The ‘match self.chunks.get_mut(&self.cur_ooo_chunk_offset)’ counts as one mutable reference. ‘self.chunks.insert(self.cur_ooo_chunk_offset, v)’ would be the second. Thus the error.
My naive way of working around it is this:
let found = match self.chunks.get_mut(&self.cur_ooo_chunk_offset) {
Some(mut v) => {
v.extend(data);
true
},
None => { false },
};
if !found {
let mut v = Vec::with_capacity(32768);
v.extend(data);
self.chunks.insert(self.cur_ooo_chunk_offset, v);
}
This is accepted by the compiler and works.
But I wasn’t quite happy yet, so I started looking for something better. I found this post on StackOverflow (where else?)

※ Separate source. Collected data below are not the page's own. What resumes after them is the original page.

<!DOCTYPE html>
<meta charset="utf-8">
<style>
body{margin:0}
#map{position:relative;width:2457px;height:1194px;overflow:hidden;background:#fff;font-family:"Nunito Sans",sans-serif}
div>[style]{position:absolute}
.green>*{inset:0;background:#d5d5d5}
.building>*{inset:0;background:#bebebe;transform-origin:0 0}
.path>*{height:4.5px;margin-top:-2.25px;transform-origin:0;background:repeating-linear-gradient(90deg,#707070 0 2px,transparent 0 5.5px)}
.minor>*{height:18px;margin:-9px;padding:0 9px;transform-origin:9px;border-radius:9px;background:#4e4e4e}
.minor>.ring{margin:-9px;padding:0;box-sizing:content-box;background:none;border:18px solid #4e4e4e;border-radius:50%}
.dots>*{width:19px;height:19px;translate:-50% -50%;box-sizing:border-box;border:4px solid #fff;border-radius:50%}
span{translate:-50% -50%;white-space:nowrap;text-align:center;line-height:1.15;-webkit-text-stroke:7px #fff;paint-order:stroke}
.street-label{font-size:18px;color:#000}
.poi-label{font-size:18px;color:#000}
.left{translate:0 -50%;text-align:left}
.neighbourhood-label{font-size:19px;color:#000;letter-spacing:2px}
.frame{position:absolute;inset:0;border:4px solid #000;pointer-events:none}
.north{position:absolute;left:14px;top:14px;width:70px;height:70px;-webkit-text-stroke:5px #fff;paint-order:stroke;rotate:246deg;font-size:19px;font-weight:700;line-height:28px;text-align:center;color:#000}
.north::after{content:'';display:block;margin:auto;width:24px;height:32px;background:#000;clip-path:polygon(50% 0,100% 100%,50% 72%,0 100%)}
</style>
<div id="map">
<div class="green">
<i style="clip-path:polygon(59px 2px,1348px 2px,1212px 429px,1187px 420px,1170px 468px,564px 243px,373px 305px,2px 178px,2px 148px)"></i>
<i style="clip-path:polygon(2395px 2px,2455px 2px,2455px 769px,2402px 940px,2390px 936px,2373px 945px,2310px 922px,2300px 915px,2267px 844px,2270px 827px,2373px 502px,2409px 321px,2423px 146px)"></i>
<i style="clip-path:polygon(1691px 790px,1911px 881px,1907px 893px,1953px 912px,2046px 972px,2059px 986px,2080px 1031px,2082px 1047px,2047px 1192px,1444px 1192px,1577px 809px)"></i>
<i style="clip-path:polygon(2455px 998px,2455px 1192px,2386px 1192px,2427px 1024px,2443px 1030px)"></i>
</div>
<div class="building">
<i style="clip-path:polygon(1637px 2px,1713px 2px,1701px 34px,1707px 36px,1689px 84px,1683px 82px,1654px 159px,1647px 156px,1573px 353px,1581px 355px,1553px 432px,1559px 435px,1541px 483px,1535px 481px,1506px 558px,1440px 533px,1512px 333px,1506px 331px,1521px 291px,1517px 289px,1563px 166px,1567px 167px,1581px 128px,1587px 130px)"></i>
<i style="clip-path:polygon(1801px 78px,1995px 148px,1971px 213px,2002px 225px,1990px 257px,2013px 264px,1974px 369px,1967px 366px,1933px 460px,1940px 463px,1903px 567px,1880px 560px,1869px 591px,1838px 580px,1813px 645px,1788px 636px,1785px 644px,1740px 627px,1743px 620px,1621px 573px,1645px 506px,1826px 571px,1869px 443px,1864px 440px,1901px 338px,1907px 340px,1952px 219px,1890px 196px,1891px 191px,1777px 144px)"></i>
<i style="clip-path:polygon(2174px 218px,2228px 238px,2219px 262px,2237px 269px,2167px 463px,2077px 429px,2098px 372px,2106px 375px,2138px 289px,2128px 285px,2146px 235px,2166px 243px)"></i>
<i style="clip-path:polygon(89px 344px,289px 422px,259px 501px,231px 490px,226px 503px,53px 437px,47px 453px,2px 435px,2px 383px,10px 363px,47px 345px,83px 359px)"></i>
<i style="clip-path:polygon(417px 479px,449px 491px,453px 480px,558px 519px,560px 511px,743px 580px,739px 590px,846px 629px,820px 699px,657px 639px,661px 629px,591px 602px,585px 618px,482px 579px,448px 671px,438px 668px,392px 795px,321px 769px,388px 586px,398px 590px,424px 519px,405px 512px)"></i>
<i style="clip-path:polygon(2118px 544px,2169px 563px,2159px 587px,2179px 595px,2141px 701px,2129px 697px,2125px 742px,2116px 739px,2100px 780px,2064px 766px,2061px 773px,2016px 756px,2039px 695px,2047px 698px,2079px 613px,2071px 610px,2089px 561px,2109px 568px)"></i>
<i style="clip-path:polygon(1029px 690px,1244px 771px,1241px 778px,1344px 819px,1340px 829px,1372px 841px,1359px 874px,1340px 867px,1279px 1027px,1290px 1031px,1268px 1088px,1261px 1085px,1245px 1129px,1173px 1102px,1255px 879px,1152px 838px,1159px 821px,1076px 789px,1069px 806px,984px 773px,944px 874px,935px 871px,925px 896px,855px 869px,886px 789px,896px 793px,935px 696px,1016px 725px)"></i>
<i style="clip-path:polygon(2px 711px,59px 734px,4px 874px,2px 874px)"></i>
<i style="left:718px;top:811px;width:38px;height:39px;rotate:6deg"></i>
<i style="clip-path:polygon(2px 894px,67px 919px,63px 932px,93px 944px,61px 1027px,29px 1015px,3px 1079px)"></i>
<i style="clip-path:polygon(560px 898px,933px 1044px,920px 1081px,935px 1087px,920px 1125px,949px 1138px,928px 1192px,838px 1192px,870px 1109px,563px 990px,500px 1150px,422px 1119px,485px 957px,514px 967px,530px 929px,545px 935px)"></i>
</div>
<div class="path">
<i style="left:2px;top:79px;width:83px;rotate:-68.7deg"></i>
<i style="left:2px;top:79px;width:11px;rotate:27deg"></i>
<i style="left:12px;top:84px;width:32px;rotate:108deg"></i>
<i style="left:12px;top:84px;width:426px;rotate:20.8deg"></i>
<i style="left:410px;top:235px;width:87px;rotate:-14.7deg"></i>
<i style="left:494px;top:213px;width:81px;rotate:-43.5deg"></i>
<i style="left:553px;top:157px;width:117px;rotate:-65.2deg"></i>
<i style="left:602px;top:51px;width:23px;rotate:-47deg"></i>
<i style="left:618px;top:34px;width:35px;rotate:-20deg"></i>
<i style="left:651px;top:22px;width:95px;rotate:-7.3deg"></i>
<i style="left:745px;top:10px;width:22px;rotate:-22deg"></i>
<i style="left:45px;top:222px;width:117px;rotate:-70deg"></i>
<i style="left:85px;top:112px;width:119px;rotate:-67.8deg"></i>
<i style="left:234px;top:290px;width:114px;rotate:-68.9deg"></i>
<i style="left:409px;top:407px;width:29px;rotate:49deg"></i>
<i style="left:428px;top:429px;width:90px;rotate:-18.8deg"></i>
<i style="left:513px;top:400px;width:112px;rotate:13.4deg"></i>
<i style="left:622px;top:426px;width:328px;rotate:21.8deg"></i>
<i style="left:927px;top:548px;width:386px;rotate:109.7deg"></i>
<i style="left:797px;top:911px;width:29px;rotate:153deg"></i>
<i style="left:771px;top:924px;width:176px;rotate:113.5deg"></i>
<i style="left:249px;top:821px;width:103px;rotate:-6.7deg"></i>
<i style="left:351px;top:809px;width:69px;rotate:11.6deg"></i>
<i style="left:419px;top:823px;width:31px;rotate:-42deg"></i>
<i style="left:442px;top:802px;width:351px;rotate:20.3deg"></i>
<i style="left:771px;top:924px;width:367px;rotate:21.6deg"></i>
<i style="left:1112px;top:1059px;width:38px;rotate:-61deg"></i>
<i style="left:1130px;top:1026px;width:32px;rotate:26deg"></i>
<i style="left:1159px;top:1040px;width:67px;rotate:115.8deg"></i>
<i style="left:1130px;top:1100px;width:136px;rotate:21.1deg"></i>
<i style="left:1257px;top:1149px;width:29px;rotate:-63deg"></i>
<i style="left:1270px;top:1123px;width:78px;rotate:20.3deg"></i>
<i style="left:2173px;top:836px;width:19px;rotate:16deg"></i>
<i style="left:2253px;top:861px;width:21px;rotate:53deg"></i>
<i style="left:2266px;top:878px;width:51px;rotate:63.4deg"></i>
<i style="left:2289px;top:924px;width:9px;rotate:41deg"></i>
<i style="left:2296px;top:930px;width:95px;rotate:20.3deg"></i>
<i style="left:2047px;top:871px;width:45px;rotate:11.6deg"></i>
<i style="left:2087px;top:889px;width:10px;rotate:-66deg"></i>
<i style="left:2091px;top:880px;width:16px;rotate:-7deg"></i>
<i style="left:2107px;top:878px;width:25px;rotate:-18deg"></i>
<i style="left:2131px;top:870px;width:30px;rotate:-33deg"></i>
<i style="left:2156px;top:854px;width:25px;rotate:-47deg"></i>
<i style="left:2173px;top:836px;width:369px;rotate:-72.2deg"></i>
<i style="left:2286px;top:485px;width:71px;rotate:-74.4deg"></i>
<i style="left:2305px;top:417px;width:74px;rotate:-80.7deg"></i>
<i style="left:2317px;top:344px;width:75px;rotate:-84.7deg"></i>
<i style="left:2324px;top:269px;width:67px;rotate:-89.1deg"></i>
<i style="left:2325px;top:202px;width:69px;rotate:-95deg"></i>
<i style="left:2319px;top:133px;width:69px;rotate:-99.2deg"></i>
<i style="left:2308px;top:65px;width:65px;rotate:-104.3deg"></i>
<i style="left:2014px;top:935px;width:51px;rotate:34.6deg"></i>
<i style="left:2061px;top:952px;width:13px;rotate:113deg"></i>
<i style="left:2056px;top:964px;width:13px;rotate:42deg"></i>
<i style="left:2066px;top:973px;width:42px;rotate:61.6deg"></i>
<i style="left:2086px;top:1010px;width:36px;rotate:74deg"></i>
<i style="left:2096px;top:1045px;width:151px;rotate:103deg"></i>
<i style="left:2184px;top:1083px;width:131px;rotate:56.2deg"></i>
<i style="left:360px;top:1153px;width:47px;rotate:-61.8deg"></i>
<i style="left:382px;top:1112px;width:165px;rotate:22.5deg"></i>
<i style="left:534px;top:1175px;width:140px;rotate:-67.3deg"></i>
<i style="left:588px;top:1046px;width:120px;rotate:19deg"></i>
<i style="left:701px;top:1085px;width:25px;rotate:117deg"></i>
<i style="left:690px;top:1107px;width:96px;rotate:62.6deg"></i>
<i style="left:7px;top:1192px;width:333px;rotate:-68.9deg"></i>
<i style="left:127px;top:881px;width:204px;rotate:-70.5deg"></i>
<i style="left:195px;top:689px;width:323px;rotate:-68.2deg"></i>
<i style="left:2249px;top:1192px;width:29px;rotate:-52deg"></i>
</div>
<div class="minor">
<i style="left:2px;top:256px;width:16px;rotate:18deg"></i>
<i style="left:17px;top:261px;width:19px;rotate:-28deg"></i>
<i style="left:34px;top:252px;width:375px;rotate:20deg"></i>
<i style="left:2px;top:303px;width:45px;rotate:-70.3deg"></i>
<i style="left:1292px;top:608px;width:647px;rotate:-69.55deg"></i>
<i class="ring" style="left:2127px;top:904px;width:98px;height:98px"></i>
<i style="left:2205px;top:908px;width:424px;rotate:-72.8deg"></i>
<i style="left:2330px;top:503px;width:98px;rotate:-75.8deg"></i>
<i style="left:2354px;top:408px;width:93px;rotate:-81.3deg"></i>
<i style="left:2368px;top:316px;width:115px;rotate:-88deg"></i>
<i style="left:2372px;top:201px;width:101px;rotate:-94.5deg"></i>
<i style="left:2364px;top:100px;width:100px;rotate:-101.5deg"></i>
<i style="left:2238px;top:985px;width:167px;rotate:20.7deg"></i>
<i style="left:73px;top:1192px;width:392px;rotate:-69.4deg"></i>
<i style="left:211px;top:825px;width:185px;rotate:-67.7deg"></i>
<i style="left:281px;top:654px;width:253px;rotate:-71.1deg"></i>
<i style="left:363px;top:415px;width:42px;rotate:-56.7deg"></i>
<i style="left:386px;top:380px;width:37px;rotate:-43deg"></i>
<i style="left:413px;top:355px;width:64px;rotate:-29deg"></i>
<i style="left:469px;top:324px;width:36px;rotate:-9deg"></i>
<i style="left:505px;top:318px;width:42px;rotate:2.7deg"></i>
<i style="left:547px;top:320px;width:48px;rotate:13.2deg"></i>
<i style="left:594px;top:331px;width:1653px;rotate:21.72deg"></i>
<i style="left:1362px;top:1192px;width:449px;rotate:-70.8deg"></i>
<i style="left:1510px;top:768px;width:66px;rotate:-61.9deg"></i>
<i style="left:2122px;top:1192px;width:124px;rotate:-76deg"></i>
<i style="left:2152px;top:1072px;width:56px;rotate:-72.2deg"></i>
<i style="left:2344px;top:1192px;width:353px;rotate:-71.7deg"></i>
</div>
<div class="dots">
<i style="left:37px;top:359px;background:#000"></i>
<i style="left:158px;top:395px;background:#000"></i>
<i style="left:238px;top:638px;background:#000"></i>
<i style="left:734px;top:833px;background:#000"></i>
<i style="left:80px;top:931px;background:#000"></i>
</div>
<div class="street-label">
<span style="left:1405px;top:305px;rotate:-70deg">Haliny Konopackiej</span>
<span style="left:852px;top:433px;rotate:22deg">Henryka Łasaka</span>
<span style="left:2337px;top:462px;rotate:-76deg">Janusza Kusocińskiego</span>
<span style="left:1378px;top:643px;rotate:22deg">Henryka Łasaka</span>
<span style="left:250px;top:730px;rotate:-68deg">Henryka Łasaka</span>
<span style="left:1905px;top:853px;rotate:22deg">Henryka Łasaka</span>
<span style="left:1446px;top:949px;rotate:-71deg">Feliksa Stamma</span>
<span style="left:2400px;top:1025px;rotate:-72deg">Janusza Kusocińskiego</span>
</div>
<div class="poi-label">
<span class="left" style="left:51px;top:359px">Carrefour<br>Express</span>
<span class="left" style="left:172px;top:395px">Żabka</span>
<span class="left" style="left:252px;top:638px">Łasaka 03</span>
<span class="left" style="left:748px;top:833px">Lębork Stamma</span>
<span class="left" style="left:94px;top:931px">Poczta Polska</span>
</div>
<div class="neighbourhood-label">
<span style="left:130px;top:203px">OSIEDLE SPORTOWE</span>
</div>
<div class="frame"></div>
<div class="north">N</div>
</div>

It turns there is a Rust pattern for this:
use std::collections::hash_map::Entry::{Occupied, Vacant};
let c = match self.chunks.entry(self.cur_ooo_chunk_offset) {
Vacant(entry) => entry.insert(Vec::with_capacity(32768)),
Occupied(entry) => entry.into_mut(),
};
c.extend(data);
Much better :)
It can even be done in a single line:
(*self.chunks.entry(self.cur_ooo_chunk_offset).or_insert(Vec::with_capacity(32768))).extend(data);
But personally I think this is getting too hard to read. But maybe I just need to grow into Rust syntax a bit more.